__What the exercise asks__: Only the lines from the first line of the material below to the line containing "height:4.5px; margin-top:-2.25px; transform-origin:0;", inclusive, should be copied, each exactly as written.
════════════════════
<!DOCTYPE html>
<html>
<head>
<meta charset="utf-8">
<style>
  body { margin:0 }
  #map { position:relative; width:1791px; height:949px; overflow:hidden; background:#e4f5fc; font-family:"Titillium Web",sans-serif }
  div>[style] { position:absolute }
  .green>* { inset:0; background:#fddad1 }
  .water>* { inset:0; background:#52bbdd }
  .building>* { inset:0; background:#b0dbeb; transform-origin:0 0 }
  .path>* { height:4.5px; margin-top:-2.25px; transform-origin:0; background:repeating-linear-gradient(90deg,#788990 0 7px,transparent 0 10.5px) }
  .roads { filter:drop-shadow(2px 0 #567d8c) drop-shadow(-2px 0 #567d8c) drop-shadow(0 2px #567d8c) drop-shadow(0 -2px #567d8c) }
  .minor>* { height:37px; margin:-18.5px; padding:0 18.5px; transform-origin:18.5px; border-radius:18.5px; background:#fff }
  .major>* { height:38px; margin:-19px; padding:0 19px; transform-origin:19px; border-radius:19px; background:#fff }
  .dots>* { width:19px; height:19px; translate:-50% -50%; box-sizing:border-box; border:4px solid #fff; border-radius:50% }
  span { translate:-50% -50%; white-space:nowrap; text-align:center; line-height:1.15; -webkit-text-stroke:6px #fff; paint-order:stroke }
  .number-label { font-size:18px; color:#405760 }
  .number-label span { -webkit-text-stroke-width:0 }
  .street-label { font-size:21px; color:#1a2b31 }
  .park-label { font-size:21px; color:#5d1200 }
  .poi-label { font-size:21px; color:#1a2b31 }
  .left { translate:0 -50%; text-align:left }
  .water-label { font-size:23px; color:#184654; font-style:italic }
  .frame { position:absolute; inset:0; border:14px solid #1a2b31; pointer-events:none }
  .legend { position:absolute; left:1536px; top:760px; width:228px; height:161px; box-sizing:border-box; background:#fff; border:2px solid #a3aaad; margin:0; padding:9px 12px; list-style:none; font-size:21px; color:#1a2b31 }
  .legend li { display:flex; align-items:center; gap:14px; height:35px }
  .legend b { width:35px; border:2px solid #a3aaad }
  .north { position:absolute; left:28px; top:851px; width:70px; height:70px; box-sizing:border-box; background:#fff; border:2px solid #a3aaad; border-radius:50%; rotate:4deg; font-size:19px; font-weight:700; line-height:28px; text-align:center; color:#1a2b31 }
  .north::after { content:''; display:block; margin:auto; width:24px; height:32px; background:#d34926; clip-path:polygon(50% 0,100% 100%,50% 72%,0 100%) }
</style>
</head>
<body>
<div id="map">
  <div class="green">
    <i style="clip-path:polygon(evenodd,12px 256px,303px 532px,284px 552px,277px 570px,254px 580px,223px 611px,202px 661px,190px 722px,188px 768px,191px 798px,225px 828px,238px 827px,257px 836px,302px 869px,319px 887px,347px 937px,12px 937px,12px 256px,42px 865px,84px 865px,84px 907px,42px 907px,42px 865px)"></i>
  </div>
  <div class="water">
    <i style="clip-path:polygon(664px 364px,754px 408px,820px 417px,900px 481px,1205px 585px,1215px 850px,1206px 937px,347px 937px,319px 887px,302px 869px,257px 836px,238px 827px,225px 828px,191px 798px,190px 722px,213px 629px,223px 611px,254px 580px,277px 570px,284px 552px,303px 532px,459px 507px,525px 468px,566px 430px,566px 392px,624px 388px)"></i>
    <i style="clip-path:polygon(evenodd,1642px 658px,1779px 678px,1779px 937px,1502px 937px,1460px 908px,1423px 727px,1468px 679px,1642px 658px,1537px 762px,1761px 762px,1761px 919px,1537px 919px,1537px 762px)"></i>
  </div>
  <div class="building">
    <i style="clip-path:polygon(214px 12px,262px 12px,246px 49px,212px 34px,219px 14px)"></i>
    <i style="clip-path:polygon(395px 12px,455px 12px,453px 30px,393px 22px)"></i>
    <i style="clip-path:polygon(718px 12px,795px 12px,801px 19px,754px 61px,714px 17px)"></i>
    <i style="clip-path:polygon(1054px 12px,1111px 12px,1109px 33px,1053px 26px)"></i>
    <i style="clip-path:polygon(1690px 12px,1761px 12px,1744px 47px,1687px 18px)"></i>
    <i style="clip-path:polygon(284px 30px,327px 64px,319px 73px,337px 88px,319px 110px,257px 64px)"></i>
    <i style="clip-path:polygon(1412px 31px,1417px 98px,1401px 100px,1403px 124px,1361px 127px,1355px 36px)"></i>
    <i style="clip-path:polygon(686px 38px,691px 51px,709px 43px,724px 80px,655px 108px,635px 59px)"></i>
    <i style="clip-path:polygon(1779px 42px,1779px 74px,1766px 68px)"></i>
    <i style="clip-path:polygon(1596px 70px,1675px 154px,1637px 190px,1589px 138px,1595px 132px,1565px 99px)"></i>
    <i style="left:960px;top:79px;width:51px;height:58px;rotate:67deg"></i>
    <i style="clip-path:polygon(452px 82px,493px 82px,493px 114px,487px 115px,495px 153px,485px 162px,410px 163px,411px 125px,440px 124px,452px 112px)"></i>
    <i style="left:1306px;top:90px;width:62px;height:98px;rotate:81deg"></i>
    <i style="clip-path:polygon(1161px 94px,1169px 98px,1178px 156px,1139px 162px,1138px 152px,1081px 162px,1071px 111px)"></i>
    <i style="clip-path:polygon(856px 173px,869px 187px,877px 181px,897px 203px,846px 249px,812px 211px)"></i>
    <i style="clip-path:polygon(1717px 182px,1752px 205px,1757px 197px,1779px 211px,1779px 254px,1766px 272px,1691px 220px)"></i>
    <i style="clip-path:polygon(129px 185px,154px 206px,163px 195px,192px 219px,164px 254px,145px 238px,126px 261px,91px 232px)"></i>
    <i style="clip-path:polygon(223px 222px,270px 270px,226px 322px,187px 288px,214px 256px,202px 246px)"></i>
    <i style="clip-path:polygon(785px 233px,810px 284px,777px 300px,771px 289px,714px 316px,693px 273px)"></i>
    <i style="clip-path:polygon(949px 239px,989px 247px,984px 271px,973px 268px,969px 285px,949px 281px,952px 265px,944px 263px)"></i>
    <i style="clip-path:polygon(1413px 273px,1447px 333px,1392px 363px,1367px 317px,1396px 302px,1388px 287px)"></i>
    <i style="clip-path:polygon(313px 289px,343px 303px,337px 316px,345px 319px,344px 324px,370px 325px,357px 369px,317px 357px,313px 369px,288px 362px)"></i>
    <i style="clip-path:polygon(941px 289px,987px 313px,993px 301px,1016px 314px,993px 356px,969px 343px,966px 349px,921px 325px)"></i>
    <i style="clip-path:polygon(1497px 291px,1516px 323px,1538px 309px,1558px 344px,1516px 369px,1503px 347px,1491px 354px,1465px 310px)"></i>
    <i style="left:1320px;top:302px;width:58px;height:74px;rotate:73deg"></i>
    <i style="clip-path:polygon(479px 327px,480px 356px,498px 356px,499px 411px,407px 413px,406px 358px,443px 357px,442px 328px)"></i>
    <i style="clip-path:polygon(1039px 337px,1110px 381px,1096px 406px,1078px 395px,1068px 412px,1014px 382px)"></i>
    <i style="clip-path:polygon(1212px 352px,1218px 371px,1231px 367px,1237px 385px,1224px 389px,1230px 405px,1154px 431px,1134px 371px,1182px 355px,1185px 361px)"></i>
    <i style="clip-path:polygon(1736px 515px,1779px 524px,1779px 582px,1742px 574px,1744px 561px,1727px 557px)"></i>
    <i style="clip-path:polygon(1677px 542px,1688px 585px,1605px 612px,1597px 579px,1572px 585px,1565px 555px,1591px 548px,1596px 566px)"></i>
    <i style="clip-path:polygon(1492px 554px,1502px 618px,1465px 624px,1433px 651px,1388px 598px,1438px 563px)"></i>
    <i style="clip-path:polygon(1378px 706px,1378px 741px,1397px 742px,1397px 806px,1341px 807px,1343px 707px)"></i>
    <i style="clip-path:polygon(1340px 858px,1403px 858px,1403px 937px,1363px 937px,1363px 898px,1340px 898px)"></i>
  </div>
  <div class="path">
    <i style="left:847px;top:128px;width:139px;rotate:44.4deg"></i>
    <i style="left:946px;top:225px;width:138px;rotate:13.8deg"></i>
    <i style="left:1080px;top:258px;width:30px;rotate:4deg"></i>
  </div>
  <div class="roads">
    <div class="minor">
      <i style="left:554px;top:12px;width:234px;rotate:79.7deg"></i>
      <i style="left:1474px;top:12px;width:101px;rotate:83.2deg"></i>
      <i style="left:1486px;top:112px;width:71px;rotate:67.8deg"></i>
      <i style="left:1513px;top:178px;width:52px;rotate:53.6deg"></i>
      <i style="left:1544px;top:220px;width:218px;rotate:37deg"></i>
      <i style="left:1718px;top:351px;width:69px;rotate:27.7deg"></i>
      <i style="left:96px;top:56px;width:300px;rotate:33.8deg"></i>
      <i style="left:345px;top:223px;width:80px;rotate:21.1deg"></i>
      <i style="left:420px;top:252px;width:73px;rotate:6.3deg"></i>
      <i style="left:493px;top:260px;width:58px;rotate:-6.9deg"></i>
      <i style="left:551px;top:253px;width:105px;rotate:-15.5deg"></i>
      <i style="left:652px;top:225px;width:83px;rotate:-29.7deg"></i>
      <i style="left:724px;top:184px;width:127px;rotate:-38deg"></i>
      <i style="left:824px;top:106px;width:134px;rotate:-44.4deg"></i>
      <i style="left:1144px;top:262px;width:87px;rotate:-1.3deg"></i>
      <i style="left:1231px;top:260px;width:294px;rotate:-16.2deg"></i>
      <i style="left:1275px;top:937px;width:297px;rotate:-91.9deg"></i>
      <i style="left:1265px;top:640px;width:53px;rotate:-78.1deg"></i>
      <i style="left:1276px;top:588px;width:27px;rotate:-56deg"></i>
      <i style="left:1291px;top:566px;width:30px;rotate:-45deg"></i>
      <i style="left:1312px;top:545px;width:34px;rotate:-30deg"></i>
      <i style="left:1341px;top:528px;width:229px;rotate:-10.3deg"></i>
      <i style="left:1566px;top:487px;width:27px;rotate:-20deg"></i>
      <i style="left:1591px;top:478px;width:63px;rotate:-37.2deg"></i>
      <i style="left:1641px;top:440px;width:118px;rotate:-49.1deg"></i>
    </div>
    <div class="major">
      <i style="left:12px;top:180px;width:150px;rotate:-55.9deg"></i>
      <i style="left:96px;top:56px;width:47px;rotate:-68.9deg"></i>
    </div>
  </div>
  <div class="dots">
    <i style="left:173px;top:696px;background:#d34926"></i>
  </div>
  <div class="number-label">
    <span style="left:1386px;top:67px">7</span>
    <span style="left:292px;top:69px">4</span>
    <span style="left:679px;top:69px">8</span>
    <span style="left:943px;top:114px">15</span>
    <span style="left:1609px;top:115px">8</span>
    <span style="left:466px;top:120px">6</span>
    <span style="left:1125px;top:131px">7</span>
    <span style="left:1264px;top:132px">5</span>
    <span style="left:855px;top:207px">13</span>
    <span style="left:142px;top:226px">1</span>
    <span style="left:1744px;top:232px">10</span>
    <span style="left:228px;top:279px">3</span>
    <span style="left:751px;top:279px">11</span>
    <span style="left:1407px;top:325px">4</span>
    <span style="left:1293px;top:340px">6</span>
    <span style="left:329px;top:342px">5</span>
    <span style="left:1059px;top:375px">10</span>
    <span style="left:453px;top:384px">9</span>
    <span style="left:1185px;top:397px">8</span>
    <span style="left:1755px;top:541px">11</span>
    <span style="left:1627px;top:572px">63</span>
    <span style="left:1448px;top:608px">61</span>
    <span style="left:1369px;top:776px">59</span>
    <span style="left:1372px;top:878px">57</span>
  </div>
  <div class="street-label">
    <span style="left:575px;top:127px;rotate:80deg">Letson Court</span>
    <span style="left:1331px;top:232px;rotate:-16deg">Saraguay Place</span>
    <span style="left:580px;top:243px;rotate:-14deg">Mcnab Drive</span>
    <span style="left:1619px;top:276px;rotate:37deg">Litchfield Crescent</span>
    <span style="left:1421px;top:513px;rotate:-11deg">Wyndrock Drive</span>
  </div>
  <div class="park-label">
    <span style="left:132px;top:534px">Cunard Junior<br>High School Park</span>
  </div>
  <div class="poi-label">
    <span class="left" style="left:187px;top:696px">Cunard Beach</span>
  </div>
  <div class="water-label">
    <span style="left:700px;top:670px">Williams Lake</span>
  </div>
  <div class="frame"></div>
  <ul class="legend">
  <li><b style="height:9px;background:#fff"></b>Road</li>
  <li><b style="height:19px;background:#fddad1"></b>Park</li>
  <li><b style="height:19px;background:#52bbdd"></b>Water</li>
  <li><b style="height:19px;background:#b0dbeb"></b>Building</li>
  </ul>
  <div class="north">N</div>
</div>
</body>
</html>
════════════════════
__Answer to this task__:
<!DOCTYPE html>
<html>
<head>
<meta charset="utf-8">
<style>
  body { margin:0 }
  #map { position:relative; width:1791px; height:949px; overflow:hidden; background:#e4f5fc; font-family:"Titillium Web",sans-serif }
  div>[style] { position:absolute }
  .green>* { inset:0; background:#fddad1 }
  .water>* { inset:0; background:#52bbdd }
  .building>* { inset:0; background:#b0dbeb; transform-origin:0 0 }
  .path>* { height:4.5px; margin-top:-2.25px; transform-origin:0; background:repeating-linear-gradient(90deg,#788990 0 7px,transparent 0 10.5px) }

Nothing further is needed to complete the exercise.